As students study the Holocaust, they often have the opportunity to hear from Jews who survived the horrific Nazi concentration camps or from those who were able to escape. Eighth graders at Rising Starr Middle got to hear a different perspective this year as told by the daughter of a French woman who helped Jews escape from Holocaust trains headed to concentration camps.

Mariella Crea, a speaker with The Breman Jewish Heritage and Holocaust Museum in Atlanta, told the students about her mother, Jacqueline, who at the age of 12, helped a number of Jews escape to safety in Switzerland. Crea’s great uncle Henri was a train station operator in France and knew precisely when every Holocaust train was due to arrive and depart. He felt compelled to help the Jews and used her mother, knowing no one would suspect a child, to hide them until the trains and guards left.
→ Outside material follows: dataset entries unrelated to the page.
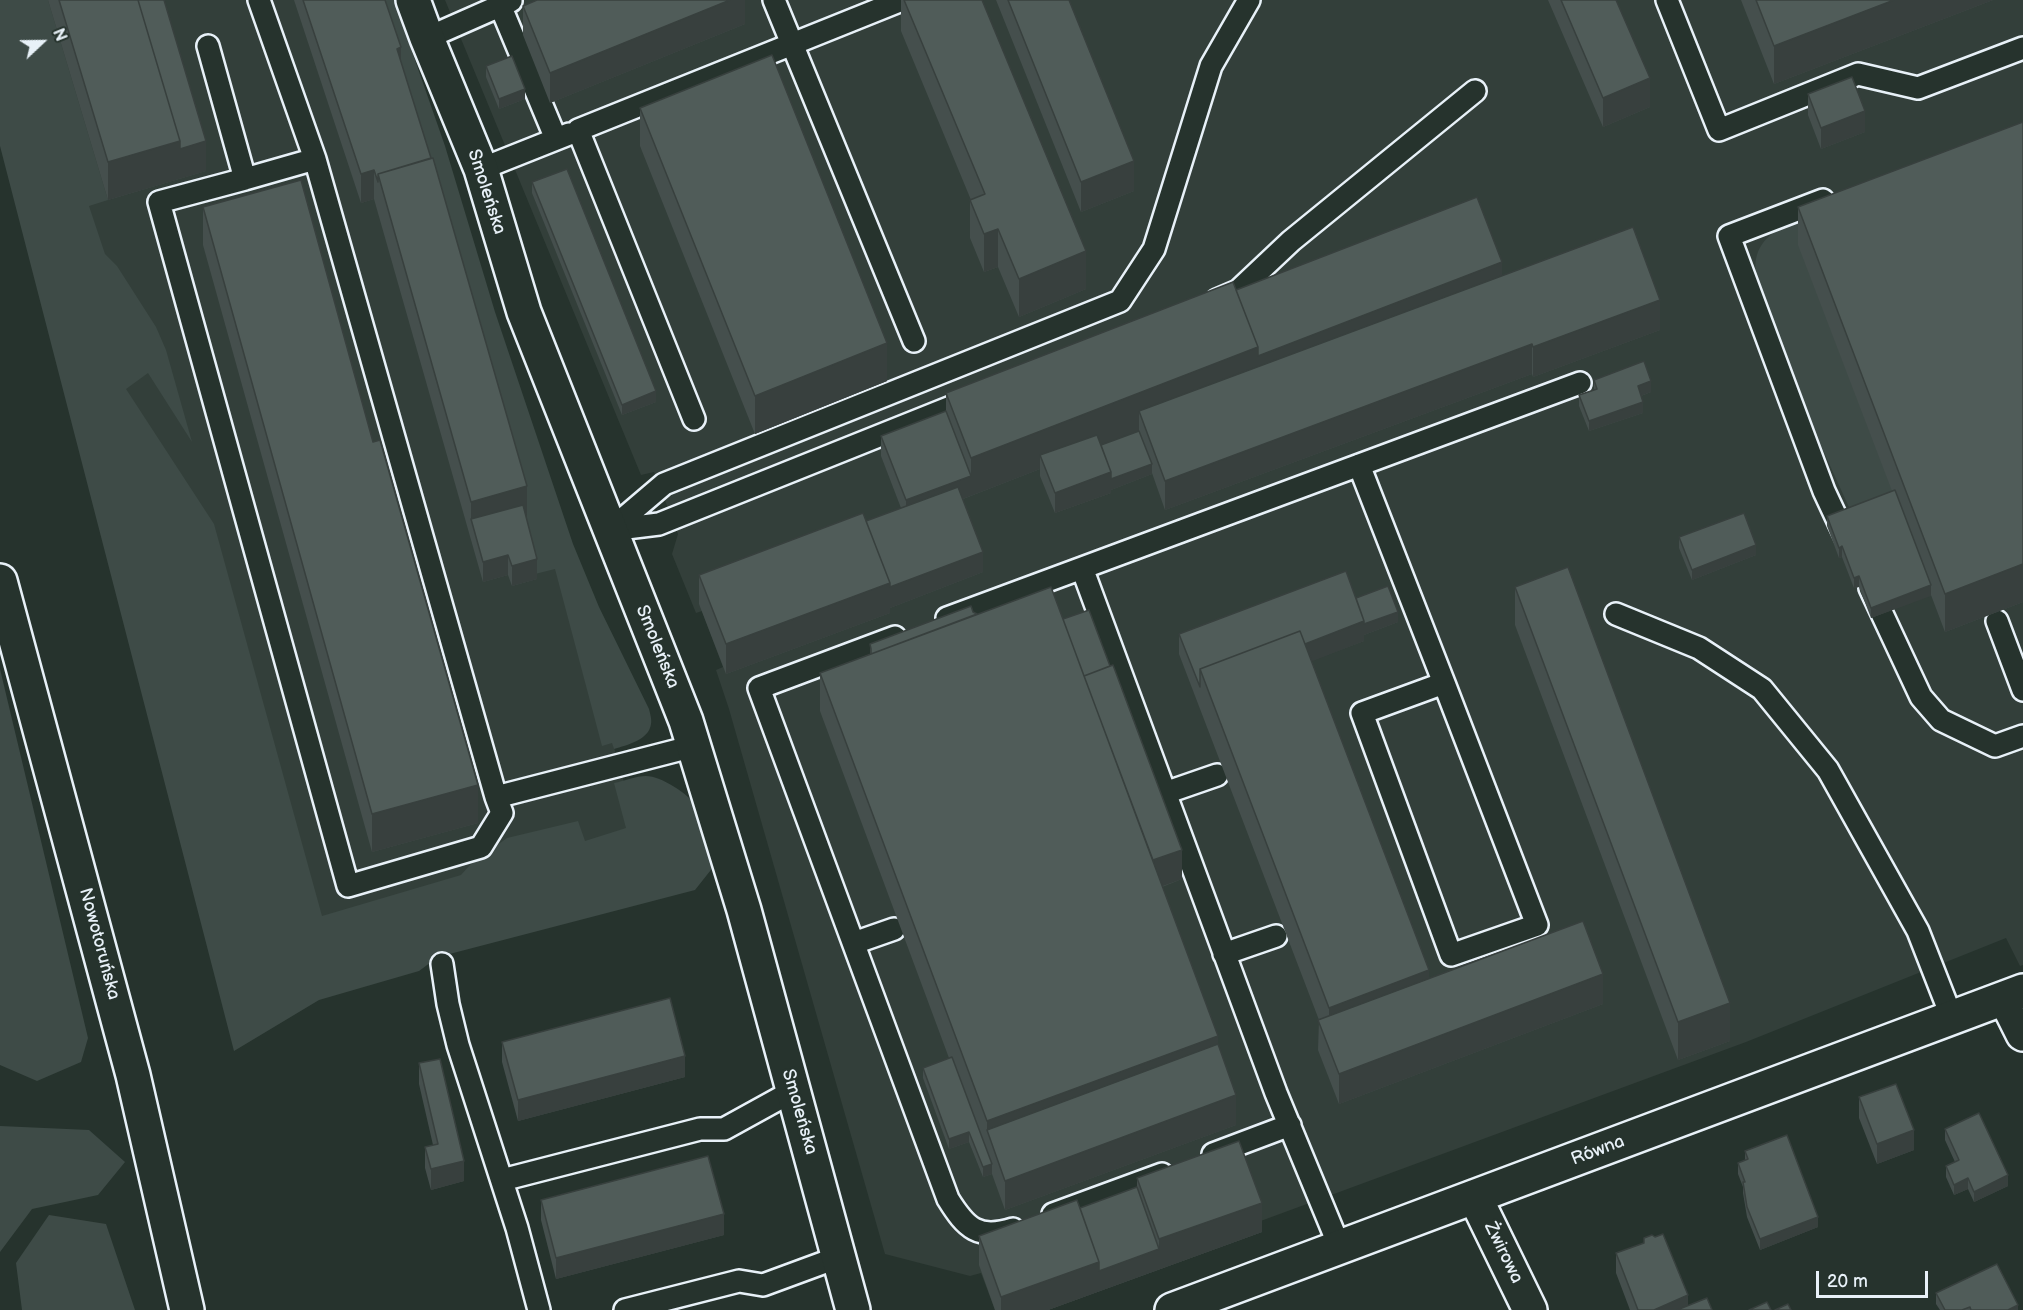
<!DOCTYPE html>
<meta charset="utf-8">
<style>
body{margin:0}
#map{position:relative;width:2023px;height:1310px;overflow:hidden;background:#26332d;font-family:"Balsamiq Sans",sans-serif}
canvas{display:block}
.north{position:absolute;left:12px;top:12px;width:60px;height:60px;-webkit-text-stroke:4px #26332d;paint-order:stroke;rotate:68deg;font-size:16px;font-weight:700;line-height:24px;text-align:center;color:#e8f1f8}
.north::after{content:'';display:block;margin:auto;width:21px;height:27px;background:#e8f1f8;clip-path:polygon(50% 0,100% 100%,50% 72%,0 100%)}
.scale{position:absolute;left:1816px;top:1271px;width:112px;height:27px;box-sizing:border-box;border:3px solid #e8f1f8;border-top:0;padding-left:8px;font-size:18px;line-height:21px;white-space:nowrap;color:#e8f1f8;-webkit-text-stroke:4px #26332d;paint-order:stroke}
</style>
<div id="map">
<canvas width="2023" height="1310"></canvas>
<div class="north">N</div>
<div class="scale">20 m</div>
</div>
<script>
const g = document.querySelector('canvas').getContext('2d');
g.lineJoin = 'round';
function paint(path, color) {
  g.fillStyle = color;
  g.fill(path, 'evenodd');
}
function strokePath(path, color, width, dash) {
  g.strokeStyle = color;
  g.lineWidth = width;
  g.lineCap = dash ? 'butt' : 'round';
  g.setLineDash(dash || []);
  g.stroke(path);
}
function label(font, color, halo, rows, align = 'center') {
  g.font = font + ' "Balsamiq Sans",sans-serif';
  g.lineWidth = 5;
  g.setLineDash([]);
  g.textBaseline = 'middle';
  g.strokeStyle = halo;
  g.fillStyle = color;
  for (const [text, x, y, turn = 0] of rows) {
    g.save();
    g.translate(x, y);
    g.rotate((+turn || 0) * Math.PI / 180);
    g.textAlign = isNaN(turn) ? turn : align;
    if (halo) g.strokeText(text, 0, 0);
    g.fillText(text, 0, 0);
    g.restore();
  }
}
const built = new Path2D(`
 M0 0H375L559 557 654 886 229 995Z
 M445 0H2023V965L2020 966 2006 938 1746 1042 1258 1222 1262 1232 1048 1310H995L981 1273 970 1276 885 1254 729 709 716 670 723 667 702 611 696 613 672 554 678 534 654 472 641 475Z`);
const green = new Path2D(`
 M0 0H48L108 200 89 206 105 254 117 266 156 327 166 350 192 442 148 373 126 389 214 524 322 916 461 875 470 865 507 838 578 821 585 841 626 828 614 783C624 781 636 776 646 776 661 776 689 794 697 807 703 817 710 853 714 866L695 890 438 957 419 971 319 1000 234 1051 0 146Z
 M375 0H394L445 146 495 312 573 544 599 607 649 709C650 713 652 720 651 724 649 740 627 745 614 749L612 743 602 746 555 569 535 574Z
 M1836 209 1895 500 1853 516 1822 448 1756 275C1750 227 1801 221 1836 209Z
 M0 669 88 1038 81 1062 37 1081 0 1065Z
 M0 1126 89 1130 125 1162 98 1195 32 1209 0 1252Z
 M49 1215 106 1224 135 1310H22L16 1263Z`);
const lane = new Path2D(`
 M259 0 315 159 496 797 694 746
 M774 0 914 341
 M1667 0 1719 130 1858 74 1918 88 2023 48
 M500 5 556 139
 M427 38 511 1
 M208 46 245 179 315 159
 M481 169 569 134
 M245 179 159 202 348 886 481 847 502 813 496 797
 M1823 200 1729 236 1824 491 1846 538
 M1217 300 1238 291 1291 241 1475 91
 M694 419 578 130 902 0
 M1359 465 1444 683 1362 713 1451 955 1537 925 1444 683
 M610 530 659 524 971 399
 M610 530 664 484 1120 301 1154 249 1211 66 1249 0
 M1082 568 1580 383
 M1870 588 1921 697 1941 720 1995 746 2023 736
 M1616 614 1699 648 1762 689 1828 770 1918 931 1952 1018
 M947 618 1082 568 1276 1093 1340 1248
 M1997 621 2023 690
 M895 637 759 688 948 1199C966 1228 978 1240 1013 1229
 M1165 793 1217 775
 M854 943 894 929
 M1224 954 1276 936
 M442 964 448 1004 458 1045 517 1228 539 1310
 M1213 1154 1290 1125
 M502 1180 700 1129H724L793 1091
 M1053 1214 1162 1174
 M625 1310 739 1281 763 1285 839 1257`);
const street = new Path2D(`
 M413 0 427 38 481 169 524 312 686 721 744 910 853 1310
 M2005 998 2023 1034
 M1475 1197 1530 1310
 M1172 1310 2023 991`);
const secondary = new Path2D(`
 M0 581 133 1075 187 1310`);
const wall = new Path2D(`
 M48 0H164L206 171 108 200Z
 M294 0H385L401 62 527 521 537 579 512 586 508 575 483 582 374 199 361 203Z
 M745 0V24L550 103 523 35V6Z
 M901 0H982L1086 289 1019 317 998 267 984 272 970 238V200H971L901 31Z
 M996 0H1069L1134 191 1081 212Z
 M1548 0H1616L1650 107 1603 127Z
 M1741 0H1993L1774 84Z
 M486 66 525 99 499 109 486 77Z
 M1808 94 1865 132 1821 149 1808 115Z
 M640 108 887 381 755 434 640 146Z
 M2023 122V602L1945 632 1931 595 1871 618 1859 587 1854 588 1842 557 1839 558 1827 526V516L1892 491 1798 245V207Z
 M532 182 656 402 622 415 532 193Z
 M203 207 478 823 372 852 203 245Z
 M1502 276 1660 330 1533 377 1532 374 1165 510 1152 473V474L1111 490V493L1055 513 1040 476V469L963 499 983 572 890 608V613L726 674 699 604V575L866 521 901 508 881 456V436L946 411V393L1236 290Z
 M1594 380 1651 392 1641 396 1643 413 1589 431 1579 406V395L1594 390Z
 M1679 537 1756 555 1692 580 1679 548Z
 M1515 587 1730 1041 1678 1060 1515 625Z
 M1356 598 1398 622 1364 635V641L1311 661 1429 979 1603 1004 1339 1104 1318 1050 1319 1020 1179 654V634Z
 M973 612 977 614 1063 619 1182 879 1162 887 1218 1044 1236 1125 1005 1210 992 1174 983 1177 969 1142 949 1149 923 1078V1068L949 1058 820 711V673L870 654V644Z
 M502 1042 685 1077 518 1121 502 1062Z
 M419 1063 464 1181 431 1190 425 1168V1147L433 1145 419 1084Z
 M1859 1097 1914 1150 1877 1164 1859 1118Z
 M1945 1129 2008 1186 1974 1202 1968 1189 1954 1195 1946 1177V1166L1955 1162 1945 1140Z
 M1745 1151 1818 1227 1760 1250 1747 1217 1743 1193V1187L1738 1174V1163L1745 1160Z
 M1137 1178 1262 1232 1048 1310H995L979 1265V1236L1080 1208 1137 1187Z
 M541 1200 724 1235 556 1279 541 1220Z
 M1616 1253 1688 1305 1712 1310H1630L1616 1273Z
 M1936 1293 2018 1310H1940L1936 1304Z`);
const shadedWall = new Path2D(`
 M730 0H745V24L550 103V73Z
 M1894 0H1993L1774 84V46Z
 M401 47V77L397 49Z
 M1650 78V107L1603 127V98Z
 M525 89V99L499 109V99Z
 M1865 111V132L1821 149V128Z
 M180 141H206V171L108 200V162Z
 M1134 161V191L1081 212V182Z
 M374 170V199L361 203V174Z
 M998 229V267L984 272V234Z
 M1086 251V289L1019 317V279Z
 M1502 262V291L1139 411V431L1045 468 1040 455V469L906 521V500L971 476V458L1258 347Z
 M1660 300V330L1533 377V347Z
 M887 343V381L755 434V396Z
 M1532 344V374L1165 510V481Z
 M1651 381V392L1638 397V386Z
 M656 391V402L622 415V405Z
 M1643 402V413L1589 431V421Z
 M1152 464V474L1111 490V493L1055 513V493L1111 472Z
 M527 486V524L471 519V502Z
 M1756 545V555L1692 580V570Z
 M1842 546V557L1839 558V548Z
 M983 552V572L890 608V613L726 674V644L890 583Z
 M508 555V575L483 582V562Z
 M537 559V579L512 586V566Z
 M2023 564V602L1945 632V594Z
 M1859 576V587L1854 588V578Z
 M1931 585V596L1871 618V608Z
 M1398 612V622L1364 635V641L1300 666 1299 646 1364 621Z
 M478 785V823L372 852V814Z
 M1182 850V879L1149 891V862Z
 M1429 970V1008L1329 1046V1008Z
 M1603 974V1004L1339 1104V1074Z
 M1730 1003V1041L1678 1060V1022Z
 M1218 1036V1074L987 1130V1121Z
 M685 1056V1077L518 1121V1100Z
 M1236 1095V1125L1005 1210V1181Z
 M1914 1130V1150L1877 1164V1144Z
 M969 1132V1142L949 1149V1139Z
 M464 1161V1181L431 1190V1169Z
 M992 1164V1174L983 1177V1167Z
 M2008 1175V1186L1974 1202V1192Z
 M1968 1178V1189L1954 1195V1185Z
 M1262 1203V1232L1048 1310H1001V1297L1099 1262 1159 1249V1239Z
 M724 1214V1235L556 1279V1258Z
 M1818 1217V1227L1760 1250V1239Z
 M1688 1295V1310H1654Z
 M2018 1305V1310H2008Z`);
const building = new Path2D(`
 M59 0H138L180 141 108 162Z
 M138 0H164L206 141 180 149V141Z
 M303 0H385L401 47 397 49 431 158 378 174V182L374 170 361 174Z
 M537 0H730L550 73 523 6Z
 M904 0H982L1086 251 1019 279 998 229 984 234 970 200 985 194Z
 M1008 0H1069L1134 161 1081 182Z
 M1561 0H1616L1650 78 1603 98Z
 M1756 0H1894L1774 46Z
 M772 55 887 343 755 396 640 108Z
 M512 56 525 89 499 99 486 66Z
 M1852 77 1865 111 1821 128 1808 94Z
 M2023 122V564L1945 594 1798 207Z
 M433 158 527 486 471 502 378 174Z
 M567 169 656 391 622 405 532 182Z
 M301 180 373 442 380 440 478 785 372 814 203 207Z
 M1477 197 1502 262 1258 356V347L1236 290Z
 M1633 227 1660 300 1533 347 1532 344 1165 481 1139 411Z
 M1233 282 1258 347 971 458 946 393Z
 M1644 361 1651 381 1638 386 1643 402 1589 421 1579 395 1597 389 1594 380Z
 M946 411 971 476 906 500 881 436Z
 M1139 431 1152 464 1111 479V472L1101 445Z
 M1097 435 1111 472 1055 493 1040 455Z
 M958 487 983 552 890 587V583L866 521Z
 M1895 490 1931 585 1871 608 1859 576 1854 578 1842 546 1839 548 1827 516Z
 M523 505 537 559 512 566 508 555 483 562 471 519Z
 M863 513 890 583 726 644 699 575Z
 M1744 513 1756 545 1692 570 1679 537Z
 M1568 567 1730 1003 1678 1022 1515 587Z
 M1346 571 1364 621 1305 644 1300 631 1200 669V687L1179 634Z
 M1388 586 1398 612 1364 624V621L1356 598Z
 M1051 587 1218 1036 987 1121 820 673Z
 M971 606 973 612 977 614 871 654V649L870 644Z
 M1089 610 1110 666 1084 676 1063 619Z
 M1300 631 1429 970 1329 1008 1200 669Z
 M1113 665 1182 850 1153 860 1084 676Z
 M1583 921 1603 974 1339 1074 1318 1020Z
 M670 998 685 1056 518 1100 502 1042Z
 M1218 1044 1236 1095 1005 1181 987 1130Z
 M952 1057 992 1164 983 1167 969 1132 949 1139 923 1068Z
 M440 1059 464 1161 431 1169 425 1147 438 1144 419 1063Z
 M1896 1084 1914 1130 1877 1144 1859 1097Z
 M1979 1113 2008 1175 1974 1192 1968 1178 1954 1185 1946 1166 1959 1160 1945 1129Z
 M1787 1135 1818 1217 1760 1239 1747 1207 1743 1182H1745L1738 1163 1748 1159 1745 1151Z
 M1239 1141 1262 1203 1159 1239 1137 1178Z
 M708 1156 724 1214 556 1258 541 1200Z
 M1137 1187 1159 1249 1099 1271V1262L1080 1208Z
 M1077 1200 1099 1262 1001 1297 979 1236Z
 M1663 1234 1688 1295 1654 1310H1638L1616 1253 1644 1243V1238L1652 1235 1655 1237Z
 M1997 1264 2018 1305 2008 1310H1971L1970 1307 1962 1310H1945L1936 1293Z
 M1707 1298 1712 1310H1677Z
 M1767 1302 1771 1310H1749Z
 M1788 1304 1791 1310H1775Z`);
const streetNames = [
 ["Smoleńska",486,192,72],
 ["Smoleńska",657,647,68],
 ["Nowotoruńska",99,944,75],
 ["Smoleńska",799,1112,74],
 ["Równa",1598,1151,-21],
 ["Żwirowa",1503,1253,64]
];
paint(built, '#333f3a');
paint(green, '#3e4b47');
strokePath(lane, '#e8f1f8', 26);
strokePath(street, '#e8f1f8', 38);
strokePath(secondary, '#e8f1f8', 38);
strokePath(lane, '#26332d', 21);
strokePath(street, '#26332d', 33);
strokePath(secondary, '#26332d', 33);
paint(wall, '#454f4d');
paint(shadedWall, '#38403e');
paint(building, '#505c59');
strokePath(building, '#38403e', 1.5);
label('18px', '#e8f1f8', '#26332d', streetNames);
</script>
Crea recalled her mother’s story as it had been told to her since she was a child. Her mother led the escapees from the train station to a nearby water tower where they stood in water for hours while guards searched for them. The water prevented search dogs from picking up on their scent.

After the trains and guards left, her mother took the Jews to her home where they waited in a crawl space until it was safe for them to make their journey to Switzerland. Crea does not know exactly how many people her mother and uncle helped, but she said every one of them made it to safety.

Her uncle is no longer living. Her mother is alive, but has Alzheimer’s and can no longer communicate, so Crea tells her story to keep it from being forgotten. In fact, she is in the process of writing a book about it that will be geared toward middle school students.

Suzanne Carey, an eighth grade language arts teacher at the school, arranged for Crea to speak to the entire eighth grade.